If you get a whiff this sort of thing is coming down the pike; suck it up, be brave and take action. Listen to your gut. More to the point, trust your gut! If it’s a 'little picture' problem and you have ANY input or control that may head the issue off at the pass, take control and do it. If it’s a 'big picture' problem and the SEC have carted your Chief Executive off in handcuffs, you need to be getting your lifeboat ready. Stock your lifeboat with:
- A polished, up to the minute CV.
- In-depth knowledge of your sector - who is up/down? Who is hiring/firing? Who is expanding/merging/hostile-takeovering?
- You may wish to 'liberate' copies of the latest research and reports on your sector. If you are going to go this risky and illegal route, be very careful how you do it - companies are [rightly] very protective of research data and customer information.
- A (resurrected) network – the number one tool to keep you abreast of movement and opportunities in your arena.
- First and over-ridingly, make sure you are seen to be committed, enthusiastic and contributing. Don’t expect people to notice your successes, you need to develop a framework so that you can get the good news out there.
- If your skills have been sliding, you need to get serious about keeping them current. Talk to your boss, HR and T&D. Do some computer based training (CBT) or home study to kick you off; but stay current.
- Try and get yourself on to a key project – something that the company isn’t going to walk away from in the short term. Volunteer for the nightmare (but very important) organisational transformation jobbie. The one you KNOW is going to last 12-18 months and they can’t afford to dump anyone involved in it.
- Review your personnel file (you are entitled to do this at any time).
- Have a quiet chat with your union.

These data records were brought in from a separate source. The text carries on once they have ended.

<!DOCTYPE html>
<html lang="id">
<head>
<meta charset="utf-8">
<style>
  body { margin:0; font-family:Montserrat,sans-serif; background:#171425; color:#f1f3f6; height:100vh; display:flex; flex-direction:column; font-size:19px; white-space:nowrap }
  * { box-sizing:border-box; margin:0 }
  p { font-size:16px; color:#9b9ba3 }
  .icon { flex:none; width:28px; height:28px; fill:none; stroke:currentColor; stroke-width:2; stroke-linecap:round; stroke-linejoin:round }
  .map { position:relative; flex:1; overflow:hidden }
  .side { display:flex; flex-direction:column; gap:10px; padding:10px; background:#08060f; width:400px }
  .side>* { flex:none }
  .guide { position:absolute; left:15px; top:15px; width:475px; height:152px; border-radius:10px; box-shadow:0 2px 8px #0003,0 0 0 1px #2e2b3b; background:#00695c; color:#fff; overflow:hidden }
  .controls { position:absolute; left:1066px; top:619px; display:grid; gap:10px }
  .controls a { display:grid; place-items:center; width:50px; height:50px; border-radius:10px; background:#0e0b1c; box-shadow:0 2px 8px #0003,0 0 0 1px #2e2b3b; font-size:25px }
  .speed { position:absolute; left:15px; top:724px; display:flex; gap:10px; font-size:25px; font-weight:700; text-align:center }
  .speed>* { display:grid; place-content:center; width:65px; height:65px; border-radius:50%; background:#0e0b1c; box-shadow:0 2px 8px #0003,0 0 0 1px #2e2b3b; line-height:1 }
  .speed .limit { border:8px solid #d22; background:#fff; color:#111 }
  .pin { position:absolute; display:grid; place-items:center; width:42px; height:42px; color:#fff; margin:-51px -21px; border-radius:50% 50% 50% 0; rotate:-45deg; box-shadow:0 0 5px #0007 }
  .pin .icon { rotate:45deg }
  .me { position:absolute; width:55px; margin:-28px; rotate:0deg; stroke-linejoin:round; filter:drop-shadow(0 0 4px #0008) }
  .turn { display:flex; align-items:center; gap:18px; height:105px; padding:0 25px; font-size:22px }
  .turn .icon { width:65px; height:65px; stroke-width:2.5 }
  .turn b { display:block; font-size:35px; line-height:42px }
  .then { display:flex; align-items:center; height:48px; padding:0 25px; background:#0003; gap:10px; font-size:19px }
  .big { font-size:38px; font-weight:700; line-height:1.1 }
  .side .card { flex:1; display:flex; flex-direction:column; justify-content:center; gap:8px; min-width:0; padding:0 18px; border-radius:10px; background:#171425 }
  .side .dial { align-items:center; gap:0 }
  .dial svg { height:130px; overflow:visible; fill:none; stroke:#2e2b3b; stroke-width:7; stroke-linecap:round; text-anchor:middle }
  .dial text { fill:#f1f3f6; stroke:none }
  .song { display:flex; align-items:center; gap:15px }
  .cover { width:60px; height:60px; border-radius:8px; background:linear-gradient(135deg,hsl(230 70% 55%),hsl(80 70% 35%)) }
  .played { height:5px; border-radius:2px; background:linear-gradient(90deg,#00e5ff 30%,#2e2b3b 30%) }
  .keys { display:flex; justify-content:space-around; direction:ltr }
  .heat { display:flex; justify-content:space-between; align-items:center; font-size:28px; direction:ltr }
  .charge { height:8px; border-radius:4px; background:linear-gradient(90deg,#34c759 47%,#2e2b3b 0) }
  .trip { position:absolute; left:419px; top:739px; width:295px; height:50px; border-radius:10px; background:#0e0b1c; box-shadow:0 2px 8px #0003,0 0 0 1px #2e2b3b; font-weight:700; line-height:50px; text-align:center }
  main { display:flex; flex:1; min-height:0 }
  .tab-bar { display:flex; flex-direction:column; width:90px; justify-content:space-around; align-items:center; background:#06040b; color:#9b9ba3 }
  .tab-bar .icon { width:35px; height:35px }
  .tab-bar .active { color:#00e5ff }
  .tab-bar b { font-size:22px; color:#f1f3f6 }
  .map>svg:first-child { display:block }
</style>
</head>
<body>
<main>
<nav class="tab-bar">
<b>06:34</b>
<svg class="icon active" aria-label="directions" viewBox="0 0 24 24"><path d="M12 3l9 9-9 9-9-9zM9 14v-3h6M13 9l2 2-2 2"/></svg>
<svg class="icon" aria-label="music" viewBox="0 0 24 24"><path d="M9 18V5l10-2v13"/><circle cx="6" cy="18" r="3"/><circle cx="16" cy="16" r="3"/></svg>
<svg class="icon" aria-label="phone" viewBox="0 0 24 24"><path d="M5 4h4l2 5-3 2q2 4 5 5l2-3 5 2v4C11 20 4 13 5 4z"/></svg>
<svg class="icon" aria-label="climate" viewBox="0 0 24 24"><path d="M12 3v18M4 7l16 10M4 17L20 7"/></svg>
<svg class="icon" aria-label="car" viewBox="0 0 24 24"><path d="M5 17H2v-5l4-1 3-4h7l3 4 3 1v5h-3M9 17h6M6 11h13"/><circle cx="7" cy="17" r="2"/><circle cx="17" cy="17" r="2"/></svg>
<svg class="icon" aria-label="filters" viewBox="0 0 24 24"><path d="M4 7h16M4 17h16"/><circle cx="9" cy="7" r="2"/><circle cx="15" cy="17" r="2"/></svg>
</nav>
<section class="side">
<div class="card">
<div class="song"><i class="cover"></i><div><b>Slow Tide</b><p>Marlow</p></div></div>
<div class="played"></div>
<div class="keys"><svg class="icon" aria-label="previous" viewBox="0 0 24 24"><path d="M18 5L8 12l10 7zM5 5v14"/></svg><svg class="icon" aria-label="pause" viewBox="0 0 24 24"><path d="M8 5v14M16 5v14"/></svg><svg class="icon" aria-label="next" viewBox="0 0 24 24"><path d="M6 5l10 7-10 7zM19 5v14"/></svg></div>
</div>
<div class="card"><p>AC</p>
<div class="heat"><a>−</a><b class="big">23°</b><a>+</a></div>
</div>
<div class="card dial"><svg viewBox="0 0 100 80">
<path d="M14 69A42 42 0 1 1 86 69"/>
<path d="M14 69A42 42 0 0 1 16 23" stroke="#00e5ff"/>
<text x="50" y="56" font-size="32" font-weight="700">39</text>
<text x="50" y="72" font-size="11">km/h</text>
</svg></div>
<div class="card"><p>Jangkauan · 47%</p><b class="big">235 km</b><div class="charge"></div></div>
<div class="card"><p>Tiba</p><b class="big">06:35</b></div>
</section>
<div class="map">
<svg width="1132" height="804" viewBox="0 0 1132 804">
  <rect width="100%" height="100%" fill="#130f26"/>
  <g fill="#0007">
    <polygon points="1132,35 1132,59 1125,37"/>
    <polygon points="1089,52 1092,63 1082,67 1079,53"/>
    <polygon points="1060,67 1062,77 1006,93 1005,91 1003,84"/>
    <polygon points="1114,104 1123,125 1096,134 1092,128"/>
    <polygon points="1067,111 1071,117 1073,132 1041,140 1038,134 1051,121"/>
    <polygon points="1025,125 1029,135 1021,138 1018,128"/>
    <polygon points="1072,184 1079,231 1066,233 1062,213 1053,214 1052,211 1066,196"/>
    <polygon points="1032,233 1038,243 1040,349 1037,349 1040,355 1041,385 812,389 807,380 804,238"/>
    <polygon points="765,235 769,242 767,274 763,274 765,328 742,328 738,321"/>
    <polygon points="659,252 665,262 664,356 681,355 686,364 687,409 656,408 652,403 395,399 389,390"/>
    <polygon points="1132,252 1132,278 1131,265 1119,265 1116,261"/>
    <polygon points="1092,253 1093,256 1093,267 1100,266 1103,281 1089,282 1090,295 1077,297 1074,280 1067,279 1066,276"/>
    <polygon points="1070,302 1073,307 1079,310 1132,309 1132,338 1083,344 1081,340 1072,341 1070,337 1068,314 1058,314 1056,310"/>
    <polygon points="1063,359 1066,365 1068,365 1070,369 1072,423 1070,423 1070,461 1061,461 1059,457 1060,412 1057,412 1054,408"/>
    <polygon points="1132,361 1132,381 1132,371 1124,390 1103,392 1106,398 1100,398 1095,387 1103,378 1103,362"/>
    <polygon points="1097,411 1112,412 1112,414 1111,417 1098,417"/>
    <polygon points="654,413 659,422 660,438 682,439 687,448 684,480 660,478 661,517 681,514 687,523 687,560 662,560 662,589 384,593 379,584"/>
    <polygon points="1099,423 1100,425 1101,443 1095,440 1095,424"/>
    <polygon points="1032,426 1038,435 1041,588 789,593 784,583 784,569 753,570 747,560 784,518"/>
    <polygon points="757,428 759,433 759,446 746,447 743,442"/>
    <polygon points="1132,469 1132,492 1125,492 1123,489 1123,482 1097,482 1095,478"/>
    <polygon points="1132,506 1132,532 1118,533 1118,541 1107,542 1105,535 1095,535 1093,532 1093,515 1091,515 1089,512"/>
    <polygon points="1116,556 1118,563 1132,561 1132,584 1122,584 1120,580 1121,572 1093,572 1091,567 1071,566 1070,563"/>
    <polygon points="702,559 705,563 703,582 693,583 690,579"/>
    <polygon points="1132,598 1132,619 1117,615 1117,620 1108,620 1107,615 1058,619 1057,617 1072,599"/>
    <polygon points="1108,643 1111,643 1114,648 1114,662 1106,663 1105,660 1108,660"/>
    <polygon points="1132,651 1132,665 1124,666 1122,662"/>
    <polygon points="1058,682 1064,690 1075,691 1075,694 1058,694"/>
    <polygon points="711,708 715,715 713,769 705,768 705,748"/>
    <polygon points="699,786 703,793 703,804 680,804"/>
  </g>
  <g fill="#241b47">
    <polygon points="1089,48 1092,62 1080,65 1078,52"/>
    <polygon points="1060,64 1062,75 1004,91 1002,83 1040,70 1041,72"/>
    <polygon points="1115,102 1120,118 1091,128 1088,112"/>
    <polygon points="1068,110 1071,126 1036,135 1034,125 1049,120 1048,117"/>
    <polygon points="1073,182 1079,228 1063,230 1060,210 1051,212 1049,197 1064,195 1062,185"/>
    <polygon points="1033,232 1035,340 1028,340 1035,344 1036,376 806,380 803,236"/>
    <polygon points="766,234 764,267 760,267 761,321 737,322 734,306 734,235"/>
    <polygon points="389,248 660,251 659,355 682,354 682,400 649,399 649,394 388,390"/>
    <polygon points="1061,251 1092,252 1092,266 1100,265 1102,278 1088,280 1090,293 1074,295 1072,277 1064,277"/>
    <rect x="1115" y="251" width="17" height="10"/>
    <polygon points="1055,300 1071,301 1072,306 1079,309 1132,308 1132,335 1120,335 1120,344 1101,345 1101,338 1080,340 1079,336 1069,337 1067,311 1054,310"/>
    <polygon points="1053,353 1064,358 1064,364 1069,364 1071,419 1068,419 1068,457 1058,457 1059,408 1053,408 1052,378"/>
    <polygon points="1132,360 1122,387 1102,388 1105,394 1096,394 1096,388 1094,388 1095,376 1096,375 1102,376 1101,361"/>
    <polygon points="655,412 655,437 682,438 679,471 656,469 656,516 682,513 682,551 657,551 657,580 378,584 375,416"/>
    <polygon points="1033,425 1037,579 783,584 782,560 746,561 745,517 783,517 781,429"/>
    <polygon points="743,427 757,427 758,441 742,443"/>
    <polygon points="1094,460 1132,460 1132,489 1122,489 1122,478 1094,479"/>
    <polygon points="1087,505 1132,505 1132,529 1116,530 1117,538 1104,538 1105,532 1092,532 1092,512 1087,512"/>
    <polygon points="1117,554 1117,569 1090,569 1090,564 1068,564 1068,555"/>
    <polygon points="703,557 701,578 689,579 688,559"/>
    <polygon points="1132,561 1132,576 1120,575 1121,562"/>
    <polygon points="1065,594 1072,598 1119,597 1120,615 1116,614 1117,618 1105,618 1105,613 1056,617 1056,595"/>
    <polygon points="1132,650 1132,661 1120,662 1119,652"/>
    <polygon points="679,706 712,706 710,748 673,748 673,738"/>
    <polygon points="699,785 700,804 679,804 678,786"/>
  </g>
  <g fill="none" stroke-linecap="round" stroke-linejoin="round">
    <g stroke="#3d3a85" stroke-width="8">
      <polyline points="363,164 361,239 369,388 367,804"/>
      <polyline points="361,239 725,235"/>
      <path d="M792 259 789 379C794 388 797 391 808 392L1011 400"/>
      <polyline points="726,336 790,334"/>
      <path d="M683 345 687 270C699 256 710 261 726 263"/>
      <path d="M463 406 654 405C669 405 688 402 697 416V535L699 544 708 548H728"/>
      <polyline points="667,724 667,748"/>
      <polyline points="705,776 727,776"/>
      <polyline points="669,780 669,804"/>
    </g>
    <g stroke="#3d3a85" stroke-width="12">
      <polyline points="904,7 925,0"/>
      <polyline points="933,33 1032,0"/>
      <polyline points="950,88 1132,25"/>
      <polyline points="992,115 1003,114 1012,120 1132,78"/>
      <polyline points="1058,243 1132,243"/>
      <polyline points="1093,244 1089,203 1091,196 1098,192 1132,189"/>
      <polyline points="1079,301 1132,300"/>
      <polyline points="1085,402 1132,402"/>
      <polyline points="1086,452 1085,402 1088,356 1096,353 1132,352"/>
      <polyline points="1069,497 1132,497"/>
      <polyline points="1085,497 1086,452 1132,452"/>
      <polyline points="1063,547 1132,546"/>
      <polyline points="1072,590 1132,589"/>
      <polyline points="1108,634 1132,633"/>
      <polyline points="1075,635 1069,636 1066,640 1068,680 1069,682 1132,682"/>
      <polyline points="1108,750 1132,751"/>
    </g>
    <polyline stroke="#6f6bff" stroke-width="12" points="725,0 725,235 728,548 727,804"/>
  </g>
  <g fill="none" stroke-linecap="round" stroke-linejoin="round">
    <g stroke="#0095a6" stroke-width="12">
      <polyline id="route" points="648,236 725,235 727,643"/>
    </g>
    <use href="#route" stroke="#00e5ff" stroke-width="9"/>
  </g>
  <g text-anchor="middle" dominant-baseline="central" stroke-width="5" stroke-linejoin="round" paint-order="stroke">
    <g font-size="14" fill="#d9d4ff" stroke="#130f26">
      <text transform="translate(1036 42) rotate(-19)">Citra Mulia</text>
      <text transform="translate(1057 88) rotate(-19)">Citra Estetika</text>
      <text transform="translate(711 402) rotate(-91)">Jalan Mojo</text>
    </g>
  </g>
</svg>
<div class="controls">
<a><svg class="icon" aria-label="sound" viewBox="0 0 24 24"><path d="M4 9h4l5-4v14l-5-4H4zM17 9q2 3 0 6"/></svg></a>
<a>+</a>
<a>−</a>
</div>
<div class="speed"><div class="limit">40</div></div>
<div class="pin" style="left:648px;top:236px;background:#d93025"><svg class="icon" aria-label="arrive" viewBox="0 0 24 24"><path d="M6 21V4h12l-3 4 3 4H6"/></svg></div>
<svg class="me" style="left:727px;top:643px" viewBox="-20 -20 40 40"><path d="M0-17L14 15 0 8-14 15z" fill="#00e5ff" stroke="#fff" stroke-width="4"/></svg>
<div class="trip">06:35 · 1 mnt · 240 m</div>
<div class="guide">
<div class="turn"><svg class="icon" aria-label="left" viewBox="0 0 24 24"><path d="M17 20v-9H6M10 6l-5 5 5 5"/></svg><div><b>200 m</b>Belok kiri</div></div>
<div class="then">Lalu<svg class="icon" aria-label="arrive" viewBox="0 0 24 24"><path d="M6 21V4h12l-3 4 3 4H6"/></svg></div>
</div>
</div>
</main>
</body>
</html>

If you are not unionised, have an initial conversation with a legal expert.
- Close friends or former colleagues who have moved on – get them onside and try to lay out a balanced picture so they can give you objective advice.
- See if it is possible to have a frank, off-the-record discussion with the ultimate decision maker.
If the reasons for letting you go are legitimate, you need to negotiate the ‘exit story’ and the subsequent reference. If they are not legitimate, you need to decide can you afford to take on the fight – with all the financial, emotional, and career implications.